Guide pour les cyclistes pour développer la masse musculaire : Construire une musculature fonctionnelle dans l’entraînement d’endurance

Introduction

« Les cyclistes n’ont pas besoin de muscler. » « La masse musculaire supplémentaire n’est qu’un poids en plus. » « Les squats épaissiront vos jambes mais ne vous rendront pas plus rapide. »

Si vous avez déjà entendu (ou cru) l’une de ces phrases, cet article pourrait changer votre opinion.

Les recherches de la science du sport moderne confirment à nouveau et à nouveau : un entraînement de force approprié ne ralentira pas les cyclistes, mais améliorera considérablement la puissance, prolongera la durée de vie du sport et réduira le risque de blessures. La clé réside dans « comment » s’entraîner, et non dans « si » l’on doit s’entraîner.

Pourquoi les cyclistes ont-ils besoin d’un entraînement de force ?

Amélioration de la puissance

L’entraînement de force peut améliorer votre puissance de pédalage grâce aux mécanismes suivants :

  • Efficacité neuromusculaire accrue : L’entraînement de force améliore la « communication » entre le cerveau et les muscles, vous permettant de mobiliser plus de fibres musculaires à chaque coup de pédale.
  • Conversion des types de fibres musculaires : Un entraînement avec des poids appropriés peut favoriser le développement des fibres de type IIa (oxydatives rapides), qui combinent force et endurance.
  • Amélioration de l’économie de pédalage : Des muscles plus forts fonctionnent avec une proportion plus faible à des intensités sous-maximales, retardant l’apparition de la fatigue.
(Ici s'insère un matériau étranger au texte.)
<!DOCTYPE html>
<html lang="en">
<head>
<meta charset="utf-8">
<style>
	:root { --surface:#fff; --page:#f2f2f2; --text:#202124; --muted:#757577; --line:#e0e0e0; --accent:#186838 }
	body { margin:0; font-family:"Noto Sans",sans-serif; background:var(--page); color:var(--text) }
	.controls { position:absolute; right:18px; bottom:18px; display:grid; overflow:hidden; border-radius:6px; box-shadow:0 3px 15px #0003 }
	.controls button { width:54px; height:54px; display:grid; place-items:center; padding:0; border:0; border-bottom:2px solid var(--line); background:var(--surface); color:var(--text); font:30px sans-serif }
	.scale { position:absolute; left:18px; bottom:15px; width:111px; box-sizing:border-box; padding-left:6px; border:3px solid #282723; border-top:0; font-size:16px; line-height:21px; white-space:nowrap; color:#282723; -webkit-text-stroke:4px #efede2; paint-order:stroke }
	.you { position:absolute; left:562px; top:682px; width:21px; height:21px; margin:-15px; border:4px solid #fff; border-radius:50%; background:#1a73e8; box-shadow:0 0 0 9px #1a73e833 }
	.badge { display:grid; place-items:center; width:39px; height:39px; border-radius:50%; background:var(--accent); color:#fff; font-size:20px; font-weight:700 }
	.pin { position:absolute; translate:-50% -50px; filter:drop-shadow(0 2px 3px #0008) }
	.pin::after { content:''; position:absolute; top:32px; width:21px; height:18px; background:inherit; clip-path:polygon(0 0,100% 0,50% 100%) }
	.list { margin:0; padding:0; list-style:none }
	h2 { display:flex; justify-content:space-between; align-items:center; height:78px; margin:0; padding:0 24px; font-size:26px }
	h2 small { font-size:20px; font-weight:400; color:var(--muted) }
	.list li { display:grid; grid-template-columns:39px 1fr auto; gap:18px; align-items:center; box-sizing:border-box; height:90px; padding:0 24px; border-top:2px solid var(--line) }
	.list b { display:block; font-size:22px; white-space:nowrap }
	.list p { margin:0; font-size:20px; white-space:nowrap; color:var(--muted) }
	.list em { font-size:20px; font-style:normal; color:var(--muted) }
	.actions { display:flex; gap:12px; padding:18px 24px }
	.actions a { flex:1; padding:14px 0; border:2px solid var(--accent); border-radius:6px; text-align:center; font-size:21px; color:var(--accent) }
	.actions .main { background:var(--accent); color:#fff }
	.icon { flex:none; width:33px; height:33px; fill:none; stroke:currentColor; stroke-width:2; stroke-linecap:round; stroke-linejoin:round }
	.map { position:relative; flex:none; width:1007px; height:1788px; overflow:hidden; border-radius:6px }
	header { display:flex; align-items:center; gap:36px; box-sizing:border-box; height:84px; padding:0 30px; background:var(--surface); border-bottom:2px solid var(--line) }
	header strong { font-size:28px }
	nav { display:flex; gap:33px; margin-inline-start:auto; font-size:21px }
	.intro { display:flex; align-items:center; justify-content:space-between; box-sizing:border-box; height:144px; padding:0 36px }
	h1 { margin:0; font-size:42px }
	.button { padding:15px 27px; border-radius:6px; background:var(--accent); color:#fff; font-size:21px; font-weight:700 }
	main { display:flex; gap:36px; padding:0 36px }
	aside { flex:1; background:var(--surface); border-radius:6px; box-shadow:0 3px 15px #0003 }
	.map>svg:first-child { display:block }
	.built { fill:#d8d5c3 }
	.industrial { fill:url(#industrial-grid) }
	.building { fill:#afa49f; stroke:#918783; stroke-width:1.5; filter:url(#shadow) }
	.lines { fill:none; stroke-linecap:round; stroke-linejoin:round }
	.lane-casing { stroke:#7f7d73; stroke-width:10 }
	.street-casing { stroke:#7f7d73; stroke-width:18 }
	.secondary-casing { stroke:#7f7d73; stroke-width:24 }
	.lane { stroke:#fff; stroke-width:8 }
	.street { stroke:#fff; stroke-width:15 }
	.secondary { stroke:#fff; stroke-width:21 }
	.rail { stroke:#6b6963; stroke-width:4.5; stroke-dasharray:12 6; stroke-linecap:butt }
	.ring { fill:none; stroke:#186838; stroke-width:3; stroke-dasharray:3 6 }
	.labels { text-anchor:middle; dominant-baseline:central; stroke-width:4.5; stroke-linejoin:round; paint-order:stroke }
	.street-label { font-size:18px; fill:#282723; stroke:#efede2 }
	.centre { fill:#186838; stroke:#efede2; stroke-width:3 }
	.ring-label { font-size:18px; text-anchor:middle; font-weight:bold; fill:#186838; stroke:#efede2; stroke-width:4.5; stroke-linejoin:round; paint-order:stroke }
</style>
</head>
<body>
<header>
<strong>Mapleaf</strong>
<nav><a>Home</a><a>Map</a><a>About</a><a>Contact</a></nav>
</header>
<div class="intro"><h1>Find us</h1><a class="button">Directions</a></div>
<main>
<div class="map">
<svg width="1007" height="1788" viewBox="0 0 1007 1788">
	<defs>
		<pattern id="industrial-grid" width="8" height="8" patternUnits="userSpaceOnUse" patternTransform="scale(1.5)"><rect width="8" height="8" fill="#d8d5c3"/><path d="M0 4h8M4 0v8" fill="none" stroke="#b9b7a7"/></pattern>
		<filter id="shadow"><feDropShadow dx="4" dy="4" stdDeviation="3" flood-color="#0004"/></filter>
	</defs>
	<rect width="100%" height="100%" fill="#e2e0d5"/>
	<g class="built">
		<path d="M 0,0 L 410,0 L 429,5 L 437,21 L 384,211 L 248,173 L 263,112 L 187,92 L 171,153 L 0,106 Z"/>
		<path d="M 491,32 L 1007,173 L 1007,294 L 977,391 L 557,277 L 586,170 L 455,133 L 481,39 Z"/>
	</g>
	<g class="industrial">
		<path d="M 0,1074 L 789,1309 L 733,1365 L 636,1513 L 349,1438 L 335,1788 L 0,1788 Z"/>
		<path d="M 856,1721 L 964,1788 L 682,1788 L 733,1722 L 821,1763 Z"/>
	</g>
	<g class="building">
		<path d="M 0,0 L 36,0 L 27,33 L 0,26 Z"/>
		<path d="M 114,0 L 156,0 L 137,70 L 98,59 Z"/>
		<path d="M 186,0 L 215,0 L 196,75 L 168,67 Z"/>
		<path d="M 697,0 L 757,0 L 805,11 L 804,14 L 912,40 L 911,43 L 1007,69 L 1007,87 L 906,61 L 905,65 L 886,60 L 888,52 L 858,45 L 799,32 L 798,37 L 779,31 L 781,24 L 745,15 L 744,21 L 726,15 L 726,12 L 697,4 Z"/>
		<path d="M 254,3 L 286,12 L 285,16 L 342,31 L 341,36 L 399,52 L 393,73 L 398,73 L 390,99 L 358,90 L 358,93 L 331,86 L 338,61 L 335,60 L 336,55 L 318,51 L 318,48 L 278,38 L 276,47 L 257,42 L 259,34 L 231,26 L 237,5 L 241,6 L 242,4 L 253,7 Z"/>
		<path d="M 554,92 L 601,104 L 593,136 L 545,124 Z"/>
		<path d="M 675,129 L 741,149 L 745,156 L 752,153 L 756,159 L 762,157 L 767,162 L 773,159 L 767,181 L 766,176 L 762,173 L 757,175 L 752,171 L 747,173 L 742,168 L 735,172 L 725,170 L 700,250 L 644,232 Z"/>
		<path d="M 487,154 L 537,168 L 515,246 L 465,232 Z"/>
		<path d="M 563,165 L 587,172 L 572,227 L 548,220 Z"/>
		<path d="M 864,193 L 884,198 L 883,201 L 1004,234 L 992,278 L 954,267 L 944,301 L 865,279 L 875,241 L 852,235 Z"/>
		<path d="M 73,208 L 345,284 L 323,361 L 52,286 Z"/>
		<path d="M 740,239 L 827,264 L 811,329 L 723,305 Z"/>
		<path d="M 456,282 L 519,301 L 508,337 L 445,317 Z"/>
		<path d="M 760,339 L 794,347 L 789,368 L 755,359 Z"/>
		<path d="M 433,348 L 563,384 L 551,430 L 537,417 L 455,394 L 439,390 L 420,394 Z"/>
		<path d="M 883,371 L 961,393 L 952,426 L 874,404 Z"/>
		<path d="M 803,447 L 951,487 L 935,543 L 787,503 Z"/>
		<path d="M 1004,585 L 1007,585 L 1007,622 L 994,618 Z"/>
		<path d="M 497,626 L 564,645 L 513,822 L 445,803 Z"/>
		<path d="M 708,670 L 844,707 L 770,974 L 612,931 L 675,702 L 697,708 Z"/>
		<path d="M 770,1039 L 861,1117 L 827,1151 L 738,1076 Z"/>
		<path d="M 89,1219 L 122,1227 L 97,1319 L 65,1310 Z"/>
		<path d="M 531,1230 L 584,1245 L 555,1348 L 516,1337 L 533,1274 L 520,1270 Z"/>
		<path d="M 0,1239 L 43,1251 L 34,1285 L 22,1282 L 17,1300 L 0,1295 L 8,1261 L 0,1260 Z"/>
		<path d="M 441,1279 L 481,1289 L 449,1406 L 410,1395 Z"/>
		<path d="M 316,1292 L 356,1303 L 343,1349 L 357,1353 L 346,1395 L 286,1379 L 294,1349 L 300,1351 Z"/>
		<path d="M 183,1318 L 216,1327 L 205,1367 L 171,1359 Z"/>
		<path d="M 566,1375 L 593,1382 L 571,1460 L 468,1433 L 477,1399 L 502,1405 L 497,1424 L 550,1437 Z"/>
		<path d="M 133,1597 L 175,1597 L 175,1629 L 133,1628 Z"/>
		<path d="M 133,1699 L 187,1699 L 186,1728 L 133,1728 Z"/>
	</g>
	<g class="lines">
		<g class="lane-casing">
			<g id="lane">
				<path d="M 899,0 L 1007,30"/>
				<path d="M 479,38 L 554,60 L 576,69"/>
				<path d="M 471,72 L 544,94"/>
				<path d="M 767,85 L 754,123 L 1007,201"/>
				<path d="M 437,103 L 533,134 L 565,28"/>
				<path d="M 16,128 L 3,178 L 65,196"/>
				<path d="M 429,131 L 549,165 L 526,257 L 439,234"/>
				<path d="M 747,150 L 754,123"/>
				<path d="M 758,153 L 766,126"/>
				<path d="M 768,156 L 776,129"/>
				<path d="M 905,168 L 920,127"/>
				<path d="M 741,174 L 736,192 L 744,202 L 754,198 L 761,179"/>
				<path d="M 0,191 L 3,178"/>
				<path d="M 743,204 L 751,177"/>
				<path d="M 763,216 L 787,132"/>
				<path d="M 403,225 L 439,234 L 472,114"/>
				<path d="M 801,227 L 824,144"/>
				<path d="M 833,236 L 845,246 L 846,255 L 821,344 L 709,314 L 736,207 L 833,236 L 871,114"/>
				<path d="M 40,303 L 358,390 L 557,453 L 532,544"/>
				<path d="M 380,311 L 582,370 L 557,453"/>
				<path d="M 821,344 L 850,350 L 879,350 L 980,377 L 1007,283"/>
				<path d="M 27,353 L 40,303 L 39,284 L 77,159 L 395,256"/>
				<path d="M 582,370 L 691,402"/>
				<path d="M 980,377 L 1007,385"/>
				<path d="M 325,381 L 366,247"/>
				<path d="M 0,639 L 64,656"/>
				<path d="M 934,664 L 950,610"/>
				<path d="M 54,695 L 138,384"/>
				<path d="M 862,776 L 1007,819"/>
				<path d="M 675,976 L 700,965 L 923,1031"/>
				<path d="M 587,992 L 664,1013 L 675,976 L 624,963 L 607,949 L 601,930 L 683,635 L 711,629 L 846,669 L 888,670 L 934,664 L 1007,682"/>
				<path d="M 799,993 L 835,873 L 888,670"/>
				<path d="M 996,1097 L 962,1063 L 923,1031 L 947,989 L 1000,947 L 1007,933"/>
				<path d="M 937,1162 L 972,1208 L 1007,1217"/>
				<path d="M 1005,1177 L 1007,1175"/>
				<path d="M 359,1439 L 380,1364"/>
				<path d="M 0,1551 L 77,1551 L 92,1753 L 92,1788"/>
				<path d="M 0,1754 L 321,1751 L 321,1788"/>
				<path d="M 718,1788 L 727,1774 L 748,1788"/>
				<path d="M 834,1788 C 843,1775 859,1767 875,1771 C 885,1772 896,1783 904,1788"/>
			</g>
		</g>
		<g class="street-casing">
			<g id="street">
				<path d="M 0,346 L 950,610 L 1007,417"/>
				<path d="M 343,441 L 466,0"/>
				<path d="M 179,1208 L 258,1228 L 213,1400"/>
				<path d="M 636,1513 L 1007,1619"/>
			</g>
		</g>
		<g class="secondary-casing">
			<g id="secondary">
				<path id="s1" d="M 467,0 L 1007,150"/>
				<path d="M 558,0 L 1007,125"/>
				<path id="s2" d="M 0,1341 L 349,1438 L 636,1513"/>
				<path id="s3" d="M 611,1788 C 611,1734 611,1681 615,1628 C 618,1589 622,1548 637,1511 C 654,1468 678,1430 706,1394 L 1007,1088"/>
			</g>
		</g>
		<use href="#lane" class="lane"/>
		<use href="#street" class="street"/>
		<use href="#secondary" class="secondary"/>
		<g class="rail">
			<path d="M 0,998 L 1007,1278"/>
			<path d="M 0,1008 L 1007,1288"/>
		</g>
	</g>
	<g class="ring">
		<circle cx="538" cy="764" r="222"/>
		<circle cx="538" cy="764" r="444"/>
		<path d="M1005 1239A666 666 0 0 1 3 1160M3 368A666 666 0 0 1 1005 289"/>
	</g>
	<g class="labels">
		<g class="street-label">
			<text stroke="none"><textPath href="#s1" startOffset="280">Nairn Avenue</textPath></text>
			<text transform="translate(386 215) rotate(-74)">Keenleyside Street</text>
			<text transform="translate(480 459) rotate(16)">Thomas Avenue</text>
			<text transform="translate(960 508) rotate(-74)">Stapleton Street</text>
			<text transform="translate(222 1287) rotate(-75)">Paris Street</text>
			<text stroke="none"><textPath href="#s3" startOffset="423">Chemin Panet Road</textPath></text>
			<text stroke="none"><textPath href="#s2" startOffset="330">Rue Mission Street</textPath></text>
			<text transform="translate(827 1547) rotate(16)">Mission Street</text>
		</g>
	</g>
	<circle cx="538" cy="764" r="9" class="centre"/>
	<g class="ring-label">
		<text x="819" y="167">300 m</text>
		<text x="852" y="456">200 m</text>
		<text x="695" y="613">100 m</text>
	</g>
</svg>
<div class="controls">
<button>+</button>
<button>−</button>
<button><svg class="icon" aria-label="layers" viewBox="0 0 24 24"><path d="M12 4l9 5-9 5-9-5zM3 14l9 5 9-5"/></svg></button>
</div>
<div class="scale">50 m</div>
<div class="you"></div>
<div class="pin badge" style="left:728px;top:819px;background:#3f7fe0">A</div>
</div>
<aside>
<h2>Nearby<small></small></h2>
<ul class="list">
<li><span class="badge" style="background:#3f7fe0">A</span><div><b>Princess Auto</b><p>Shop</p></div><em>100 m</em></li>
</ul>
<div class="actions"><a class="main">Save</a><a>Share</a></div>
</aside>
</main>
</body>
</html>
Les données de recherche montrent que les coureurs qui intègrent un entraînement de force améliorent leurs performances en moyenne de 3 à 5 % lors d’une course à l’heure de 40 minutes.

Prévention des blessures

Le cyclisme est un sport à haute répétition : une séance de 2 heures de cyclisme comprend environ 10 000 à 12 000 coups de pédale. Cette répétition peut entraîner :

  • Douleurs genoux : Déséquilibre entre la force du quadriceps et du muscle adducteur (arrière de la cuisse).
  • Douleurs lombaires : Le groupe musculaire central est insuffisant pour soutenir la position de cyclisme prolongée.
  • Douleurs au cou et aux épaules : Soutien insuffisant du haut du corps.
  • Syndrome du bandeau ilio-tibial : Douleur latérale du genou due à une faiblesse du muscle moyen fessier.

L’entraînement de force peut prévenir efficacement ces blessures courantes.

Maintien de la densité osseuse

Le cyclisme est un sport non porteur ; les cyclistes qui ne font que rouler pendant une longue période ont souvent une densité osseuse inférieure à celle de la population générale. Des études montrent que la densité osseuse des coureurs professionnels sur route peut même être inférieure à celle des personnes sédentaires. Les exercices de charge dans l’entraînement de force peuvent stimuler efficacement la croissance osseuse et réduire le risque de fractures de stress.

Prolongation de la durée de vie du sport

Après 35 ans, la masse musculaire diminue naturellement d’environ 0,5 à 1 % par an (sarcopénie). Chez les coureurs qui ne pratiquent pas d’entraînement de résistance, cette vitesse de perte peut être encore plus rapide. L’entraînement de force est le moyen le plus efficace de lutter contre la perte musculaire liée à l’âge.

Principes d’entraînement de force pour les cyclistes

Principe 1 : La qualité prime sur la quantité

Il n’est pas nécessaire de s’entraîner comme un culturiste. L’objectif de l’entraînement de force pour les cyclistes est la force maximale et l’adaptation neurologique, et non l’hypertrophie musculaire.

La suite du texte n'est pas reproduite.